When I was looking for work (about seven years ago), One company asked for my HN handle, and another company wanted my Facebook login (and password).

I don't think so. Homey don't play dat game.

Actually, I wouldn't be surprised if some of the folks, here, work for those background check companies, and could probably provide more complete information.

cryptonector · a year ago
> and another company wanted my Facebook login (and password).

"I don't have Facebook" or "sorry, no, that's private", whichever one is accurate. If that doesn't do it it's not a place worth working at.

ChrisMarshallNY · a year ago
Yup.

I believe that there has since been a court case, that ruled that kind of thing illegal.
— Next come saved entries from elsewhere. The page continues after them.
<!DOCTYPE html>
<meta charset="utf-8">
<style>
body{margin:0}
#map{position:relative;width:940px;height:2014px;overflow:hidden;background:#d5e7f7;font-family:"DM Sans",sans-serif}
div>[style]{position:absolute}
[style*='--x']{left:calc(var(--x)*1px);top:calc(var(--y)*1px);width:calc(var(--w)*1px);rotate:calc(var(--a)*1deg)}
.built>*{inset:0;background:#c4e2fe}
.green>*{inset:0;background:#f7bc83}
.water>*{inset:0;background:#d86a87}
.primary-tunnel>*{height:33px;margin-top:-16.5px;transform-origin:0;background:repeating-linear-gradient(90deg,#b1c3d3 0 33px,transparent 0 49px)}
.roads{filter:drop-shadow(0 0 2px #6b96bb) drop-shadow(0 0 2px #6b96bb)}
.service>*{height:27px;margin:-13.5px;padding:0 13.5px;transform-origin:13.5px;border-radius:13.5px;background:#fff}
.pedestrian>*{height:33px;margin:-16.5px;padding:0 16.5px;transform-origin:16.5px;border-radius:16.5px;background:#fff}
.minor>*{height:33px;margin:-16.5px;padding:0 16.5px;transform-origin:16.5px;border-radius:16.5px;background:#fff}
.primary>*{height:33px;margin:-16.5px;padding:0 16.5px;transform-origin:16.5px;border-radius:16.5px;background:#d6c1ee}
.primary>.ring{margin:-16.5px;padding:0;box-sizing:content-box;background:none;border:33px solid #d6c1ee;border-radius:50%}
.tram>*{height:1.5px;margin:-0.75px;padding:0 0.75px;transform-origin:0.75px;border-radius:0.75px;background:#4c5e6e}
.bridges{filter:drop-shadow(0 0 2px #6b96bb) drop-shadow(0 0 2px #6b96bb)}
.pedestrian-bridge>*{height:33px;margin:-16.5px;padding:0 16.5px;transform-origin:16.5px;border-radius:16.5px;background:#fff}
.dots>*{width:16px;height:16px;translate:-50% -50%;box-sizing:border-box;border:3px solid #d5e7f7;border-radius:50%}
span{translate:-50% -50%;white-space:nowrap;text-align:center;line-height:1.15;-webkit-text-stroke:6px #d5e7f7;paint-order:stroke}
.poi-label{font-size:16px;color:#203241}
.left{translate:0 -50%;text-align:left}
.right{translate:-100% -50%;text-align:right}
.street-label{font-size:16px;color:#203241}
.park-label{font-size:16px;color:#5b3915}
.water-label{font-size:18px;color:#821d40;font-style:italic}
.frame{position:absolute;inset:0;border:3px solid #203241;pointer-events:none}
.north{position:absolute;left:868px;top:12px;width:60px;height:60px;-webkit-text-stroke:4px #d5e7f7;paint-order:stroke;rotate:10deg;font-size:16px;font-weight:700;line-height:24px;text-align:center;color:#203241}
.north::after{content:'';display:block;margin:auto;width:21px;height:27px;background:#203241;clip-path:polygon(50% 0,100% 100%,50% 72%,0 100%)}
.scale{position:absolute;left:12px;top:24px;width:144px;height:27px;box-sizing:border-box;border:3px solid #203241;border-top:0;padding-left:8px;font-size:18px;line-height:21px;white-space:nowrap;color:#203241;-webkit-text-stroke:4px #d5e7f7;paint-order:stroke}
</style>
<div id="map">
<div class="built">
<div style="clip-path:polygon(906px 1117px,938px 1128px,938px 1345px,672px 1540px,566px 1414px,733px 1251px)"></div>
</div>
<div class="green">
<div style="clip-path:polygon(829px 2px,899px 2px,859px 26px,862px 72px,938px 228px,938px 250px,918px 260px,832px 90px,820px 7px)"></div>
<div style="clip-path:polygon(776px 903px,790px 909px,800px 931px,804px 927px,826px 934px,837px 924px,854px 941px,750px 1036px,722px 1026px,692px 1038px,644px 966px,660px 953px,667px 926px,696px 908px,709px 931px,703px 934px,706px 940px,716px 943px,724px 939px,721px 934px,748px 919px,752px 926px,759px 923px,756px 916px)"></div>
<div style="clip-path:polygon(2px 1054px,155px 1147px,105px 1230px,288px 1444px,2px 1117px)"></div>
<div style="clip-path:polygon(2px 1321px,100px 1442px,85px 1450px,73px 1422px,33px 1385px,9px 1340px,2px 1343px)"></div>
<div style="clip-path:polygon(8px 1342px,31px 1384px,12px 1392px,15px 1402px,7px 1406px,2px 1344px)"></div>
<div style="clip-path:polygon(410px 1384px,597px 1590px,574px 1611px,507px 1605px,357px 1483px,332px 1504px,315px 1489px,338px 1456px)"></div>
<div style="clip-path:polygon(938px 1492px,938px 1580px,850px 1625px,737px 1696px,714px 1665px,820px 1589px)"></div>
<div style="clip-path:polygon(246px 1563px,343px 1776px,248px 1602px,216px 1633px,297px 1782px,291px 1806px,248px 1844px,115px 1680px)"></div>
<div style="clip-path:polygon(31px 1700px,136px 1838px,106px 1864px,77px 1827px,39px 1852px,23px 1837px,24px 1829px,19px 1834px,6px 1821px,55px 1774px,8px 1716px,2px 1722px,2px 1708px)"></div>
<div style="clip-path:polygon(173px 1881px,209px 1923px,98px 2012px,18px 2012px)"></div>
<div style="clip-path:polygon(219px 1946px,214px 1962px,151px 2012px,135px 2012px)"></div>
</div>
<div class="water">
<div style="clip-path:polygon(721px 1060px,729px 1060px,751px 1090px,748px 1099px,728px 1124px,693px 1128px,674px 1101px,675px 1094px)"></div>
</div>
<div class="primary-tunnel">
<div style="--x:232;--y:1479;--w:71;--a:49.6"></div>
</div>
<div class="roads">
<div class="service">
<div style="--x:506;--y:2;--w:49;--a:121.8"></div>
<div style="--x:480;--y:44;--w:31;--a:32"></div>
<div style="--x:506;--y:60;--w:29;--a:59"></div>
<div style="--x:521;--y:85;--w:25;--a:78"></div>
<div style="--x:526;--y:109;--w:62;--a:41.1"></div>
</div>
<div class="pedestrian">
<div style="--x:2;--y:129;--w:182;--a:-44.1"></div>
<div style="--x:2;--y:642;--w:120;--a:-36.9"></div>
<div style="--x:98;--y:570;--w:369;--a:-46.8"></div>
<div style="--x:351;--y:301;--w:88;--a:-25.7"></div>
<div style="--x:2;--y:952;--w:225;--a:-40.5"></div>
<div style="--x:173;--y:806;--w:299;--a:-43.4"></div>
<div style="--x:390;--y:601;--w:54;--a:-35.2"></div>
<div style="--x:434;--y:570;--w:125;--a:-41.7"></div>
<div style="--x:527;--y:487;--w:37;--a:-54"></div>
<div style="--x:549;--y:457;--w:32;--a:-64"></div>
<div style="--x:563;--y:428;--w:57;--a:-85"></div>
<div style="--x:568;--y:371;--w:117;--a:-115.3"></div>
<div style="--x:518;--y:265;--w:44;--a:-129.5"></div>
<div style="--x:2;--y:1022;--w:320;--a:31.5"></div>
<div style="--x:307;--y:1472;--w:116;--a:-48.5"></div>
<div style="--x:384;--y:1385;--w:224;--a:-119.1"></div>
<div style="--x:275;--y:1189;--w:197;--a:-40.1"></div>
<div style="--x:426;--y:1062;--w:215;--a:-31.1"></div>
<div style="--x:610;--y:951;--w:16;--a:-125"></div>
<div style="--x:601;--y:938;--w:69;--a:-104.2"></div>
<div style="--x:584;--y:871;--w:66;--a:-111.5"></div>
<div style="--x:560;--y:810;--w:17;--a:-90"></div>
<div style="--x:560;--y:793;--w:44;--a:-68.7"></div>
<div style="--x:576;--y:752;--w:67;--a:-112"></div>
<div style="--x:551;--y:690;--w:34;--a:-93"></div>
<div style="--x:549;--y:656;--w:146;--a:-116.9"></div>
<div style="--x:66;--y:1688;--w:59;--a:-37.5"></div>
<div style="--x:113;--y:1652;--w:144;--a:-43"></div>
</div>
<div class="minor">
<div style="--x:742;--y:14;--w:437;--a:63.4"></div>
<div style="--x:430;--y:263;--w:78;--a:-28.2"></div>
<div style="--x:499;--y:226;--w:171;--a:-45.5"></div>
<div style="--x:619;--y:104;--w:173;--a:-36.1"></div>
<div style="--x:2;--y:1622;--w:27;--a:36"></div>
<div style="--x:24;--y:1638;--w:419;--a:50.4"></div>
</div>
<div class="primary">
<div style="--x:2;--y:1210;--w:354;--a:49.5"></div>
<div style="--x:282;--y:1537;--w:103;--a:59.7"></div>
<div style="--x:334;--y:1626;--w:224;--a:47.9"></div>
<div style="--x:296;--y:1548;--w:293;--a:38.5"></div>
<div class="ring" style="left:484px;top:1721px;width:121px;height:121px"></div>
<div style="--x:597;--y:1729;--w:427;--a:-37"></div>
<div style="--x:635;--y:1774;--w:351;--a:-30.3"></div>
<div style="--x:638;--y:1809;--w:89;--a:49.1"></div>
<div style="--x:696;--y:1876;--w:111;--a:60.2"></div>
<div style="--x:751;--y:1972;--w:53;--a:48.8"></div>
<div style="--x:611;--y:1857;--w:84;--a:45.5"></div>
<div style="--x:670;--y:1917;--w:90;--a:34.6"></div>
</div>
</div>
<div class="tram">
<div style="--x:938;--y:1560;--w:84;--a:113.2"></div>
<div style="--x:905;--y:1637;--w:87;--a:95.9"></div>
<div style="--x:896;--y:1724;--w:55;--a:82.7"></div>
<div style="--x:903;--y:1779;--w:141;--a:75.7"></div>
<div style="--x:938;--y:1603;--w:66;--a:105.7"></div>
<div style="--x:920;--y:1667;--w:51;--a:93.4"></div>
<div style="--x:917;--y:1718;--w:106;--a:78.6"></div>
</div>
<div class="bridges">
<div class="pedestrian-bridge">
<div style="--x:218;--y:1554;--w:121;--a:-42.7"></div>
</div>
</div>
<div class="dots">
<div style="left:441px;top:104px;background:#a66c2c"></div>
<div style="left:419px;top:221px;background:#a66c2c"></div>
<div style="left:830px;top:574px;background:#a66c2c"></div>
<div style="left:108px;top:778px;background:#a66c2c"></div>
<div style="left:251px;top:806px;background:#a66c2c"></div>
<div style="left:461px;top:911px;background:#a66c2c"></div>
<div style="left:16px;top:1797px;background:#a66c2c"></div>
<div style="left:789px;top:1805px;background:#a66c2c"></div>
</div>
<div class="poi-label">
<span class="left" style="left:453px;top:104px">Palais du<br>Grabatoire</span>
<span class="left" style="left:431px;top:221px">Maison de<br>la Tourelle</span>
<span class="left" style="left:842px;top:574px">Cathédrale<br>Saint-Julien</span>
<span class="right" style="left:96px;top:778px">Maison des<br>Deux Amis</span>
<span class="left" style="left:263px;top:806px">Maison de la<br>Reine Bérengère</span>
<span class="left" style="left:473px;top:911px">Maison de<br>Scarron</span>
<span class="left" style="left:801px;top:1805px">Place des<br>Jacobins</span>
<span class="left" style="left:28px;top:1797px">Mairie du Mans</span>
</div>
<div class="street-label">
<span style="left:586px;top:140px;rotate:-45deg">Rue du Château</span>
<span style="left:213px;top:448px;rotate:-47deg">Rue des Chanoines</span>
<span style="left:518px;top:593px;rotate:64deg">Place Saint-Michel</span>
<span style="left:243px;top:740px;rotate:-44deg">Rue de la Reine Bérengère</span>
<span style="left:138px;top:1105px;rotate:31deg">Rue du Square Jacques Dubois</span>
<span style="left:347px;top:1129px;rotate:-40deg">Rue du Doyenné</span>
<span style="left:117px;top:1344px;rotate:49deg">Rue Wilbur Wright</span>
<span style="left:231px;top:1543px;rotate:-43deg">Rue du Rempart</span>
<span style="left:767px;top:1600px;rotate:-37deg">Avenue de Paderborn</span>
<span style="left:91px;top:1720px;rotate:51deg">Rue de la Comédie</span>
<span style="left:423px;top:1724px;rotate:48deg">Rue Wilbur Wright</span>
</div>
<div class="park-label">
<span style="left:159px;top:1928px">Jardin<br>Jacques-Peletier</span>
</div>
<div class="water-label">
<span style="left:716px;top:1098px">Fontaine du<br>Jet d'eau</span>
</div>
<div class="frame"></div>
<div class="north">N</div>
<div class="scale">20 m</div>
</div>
Of course, with the current political environment, I suspect we may see things like requirements for proving marriage (to a man), if you are a woman with children (like it used to be in Days of Yore), etc.

gnopgnip · a year ago
Most medium and large employers, employers in an industry with compliance requirements will match your previous employer, dates worked and job title through "the work number"/experian. This happens alongside the criminal background check, credit check. For an entry level role verifying your degree. But that would not happen until after the interview, if it went well.
TeMPOraL · a year ago
Curious about the order - I'd think doing semi-automated checks on a CV is much cheaper than an interview, and would work as a filter.
nonethewiser · a year ago
probably costs something for each verification though? Or you have some limit for different plan levels?